> [Excerpts from a dataset]
******************************

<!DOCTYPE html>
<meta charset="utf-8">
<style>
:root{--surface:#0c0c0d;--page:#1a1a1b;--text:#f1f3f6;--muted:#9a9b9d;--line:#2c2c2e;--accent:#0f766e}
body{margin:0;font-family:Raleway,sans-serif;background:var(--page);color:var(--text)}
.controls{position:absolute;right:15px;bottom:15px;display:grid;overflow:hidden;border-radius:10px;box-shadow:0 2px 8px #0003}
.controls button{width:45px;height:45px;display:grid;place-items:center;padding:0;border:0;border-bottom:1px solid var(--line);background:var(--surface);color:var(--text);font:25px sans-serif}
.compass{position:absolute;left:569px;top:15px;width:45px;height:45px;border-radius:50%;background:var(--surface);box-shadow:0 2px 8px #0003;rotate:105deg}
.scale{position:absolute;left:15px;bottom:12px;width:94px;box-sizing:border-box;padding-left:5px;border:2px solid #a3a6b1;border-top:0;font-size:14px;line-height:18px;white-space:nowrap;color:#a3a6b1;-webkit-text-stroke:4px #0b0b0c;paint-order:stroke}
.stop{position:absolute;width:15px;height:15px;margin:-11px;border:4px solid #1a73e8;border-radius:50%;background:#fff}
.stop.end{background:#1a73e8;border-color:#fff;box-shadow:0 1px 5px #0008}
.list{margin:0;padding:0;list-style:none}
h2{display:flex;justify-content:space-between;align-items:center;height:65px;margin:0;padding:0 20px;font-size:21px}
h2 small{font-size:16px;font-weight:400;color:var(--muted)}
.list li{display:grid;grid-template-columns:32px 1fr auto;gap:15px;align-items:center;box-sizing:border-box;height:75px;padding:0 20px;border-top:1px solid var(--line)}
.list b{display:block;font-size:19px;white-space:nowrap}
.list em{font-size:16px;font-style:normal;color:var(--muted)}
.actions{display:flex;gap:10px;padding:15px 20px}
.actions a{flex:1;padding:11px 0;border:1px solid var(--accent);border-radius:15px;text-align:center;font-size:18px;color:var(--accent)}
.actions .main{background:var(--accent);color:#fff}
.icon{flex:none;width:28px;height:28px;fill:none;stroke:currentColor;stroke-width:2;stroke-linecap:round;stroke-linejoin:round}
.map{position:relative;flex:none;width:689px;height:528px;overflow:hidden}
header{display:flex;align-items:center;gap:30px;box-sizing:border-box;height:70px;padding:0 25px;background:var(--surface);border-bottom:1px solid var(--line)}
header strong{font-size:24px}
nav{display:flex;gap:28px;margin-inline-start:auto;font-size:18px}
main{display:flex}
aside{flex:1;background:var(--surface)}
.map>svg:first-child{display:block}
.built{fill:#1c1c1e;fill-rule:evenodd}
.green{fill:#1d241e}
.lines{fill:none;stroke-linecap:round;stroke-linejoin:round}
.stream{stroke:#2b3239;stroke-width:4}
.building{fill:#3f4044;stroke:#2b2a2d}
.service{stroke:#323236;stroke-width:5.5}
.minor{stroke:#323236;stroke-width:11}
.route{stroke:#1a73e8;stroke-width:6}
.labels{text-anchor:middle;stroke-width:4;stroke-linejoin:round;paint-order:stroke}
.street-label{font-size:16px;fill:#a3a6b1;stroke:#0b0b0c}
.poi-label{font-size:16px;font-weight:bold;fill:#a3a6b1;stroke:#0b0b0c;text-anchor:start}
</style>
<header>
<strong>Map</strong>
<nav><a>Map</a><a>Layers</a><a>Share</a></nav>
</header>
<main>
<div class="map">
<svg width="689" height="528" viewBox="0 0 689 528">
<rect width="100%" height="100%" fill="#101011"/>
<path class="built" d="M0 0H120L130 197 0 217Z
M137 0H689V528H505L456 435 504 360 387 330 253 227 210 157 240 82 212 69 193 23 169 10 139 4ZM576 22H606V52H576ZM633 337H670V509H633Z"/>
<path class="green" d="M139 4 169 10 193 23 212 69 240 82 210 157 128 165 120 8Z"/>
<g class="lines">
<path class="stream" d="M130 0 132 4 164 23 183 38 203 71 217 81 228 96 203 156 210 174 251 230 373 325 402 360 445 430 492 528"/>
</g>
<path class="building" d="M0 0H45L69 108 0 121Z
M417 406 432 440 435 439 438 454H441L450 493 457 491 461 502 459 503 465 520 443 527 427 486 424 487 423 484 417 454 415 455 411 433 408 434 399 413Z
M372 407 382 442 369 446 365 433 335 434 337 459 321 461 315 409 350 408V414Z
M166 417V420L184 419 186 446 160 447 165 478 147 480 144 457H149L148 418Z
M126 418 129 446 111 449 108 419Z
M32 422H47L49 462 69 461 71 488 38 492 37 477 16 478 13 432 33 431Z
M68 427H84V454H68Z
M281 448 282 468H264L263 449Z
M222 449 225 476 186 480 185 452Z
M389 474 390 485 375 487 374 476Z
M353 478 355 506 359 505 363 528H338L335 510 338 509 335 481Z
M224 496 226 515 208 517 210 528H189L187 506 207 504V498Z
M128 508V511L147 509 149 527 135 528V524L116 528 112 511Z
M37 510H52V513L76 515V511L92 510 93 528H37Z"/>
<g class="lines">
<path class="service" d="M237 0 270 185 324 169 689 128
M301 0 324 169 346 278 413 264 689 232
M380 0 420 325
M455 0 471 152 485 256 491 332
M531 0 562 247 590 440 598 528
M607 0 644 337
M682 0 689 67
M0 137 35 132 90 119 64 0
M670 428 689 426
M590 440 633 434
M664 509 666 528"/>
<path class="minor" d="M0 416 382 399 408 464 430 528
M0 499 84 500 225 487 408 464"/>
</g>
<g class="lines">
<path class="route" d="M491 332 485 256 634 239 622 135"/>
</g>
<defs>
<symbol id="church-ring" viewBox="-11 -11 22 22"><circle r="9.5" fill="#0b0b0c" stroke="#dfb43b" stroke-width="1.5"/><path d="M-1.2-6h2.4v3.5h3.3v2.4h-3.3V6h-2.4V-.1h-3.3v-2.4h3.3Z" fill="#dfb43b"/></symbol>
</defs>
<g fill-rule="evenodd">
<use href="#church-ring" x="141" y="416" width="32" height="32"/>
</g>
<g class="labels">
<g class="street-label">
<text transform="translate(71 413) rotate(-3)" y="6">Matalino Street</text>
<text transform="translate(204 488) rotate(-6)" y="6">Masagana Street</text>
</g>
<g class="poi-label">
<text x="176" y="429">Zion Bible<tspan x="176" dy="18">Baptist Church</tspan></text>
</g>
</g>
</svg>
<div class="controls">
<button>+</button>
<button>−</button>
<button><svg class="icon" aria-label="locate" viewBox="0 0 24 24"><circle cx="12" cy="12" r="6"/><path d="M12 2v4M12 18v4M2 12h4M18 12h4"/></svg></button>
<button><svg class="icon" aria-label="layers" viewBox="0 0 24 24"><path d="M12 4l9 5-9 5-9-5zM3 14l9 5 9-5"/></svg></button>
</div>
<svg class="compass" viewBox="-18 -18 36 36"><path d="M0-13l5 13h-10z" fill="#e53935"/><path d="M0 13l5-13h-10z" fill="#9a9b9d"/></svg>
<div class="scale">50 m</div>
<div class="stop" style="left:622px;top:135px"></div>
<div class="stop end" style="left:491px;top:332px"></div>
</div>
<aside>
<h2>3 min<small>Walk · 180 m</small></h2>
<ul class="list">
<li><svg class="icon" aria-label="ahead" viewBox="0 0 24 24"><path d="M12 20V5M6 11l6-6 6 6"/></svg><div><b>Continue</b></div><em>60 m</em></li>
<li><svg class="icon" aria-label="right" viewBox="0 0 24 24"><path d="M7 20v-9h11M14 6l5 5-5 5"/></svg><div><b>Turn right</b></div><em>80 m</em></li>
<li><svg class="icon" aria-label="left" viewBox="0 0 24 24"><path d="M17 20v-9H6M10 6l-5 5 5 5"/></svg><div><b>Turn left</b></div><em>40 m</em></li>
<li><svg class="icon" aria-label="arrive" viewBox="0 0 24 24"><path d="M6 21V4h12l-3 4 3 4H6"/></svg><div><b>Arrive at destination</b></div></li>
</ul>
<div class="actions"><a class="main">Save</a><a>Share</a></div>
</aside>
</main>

******************************

> [Your objective]
Write out every line of the entries that holds the word "grid".

> [Task result]
.controls{position:absolute;right:15px;bottom:15px;display:grid;overflow:hidden;border-radius:10px;box-shadow:0 2px 8px #0003}
.controls button{width:45px;height:45px;display:grid;place-items:center;padding:0;border:0;border-bottom:1px solid var(--line);background:var(--surface);color:var(--text);font:25px sans-serif}
.list li{display:grid;grid-template-columns:32px 1fr auto;gap:15px;align-items:center;box-sizing:border-box;height:75px;padding:0 20px;border-top:1px solid var(--line)}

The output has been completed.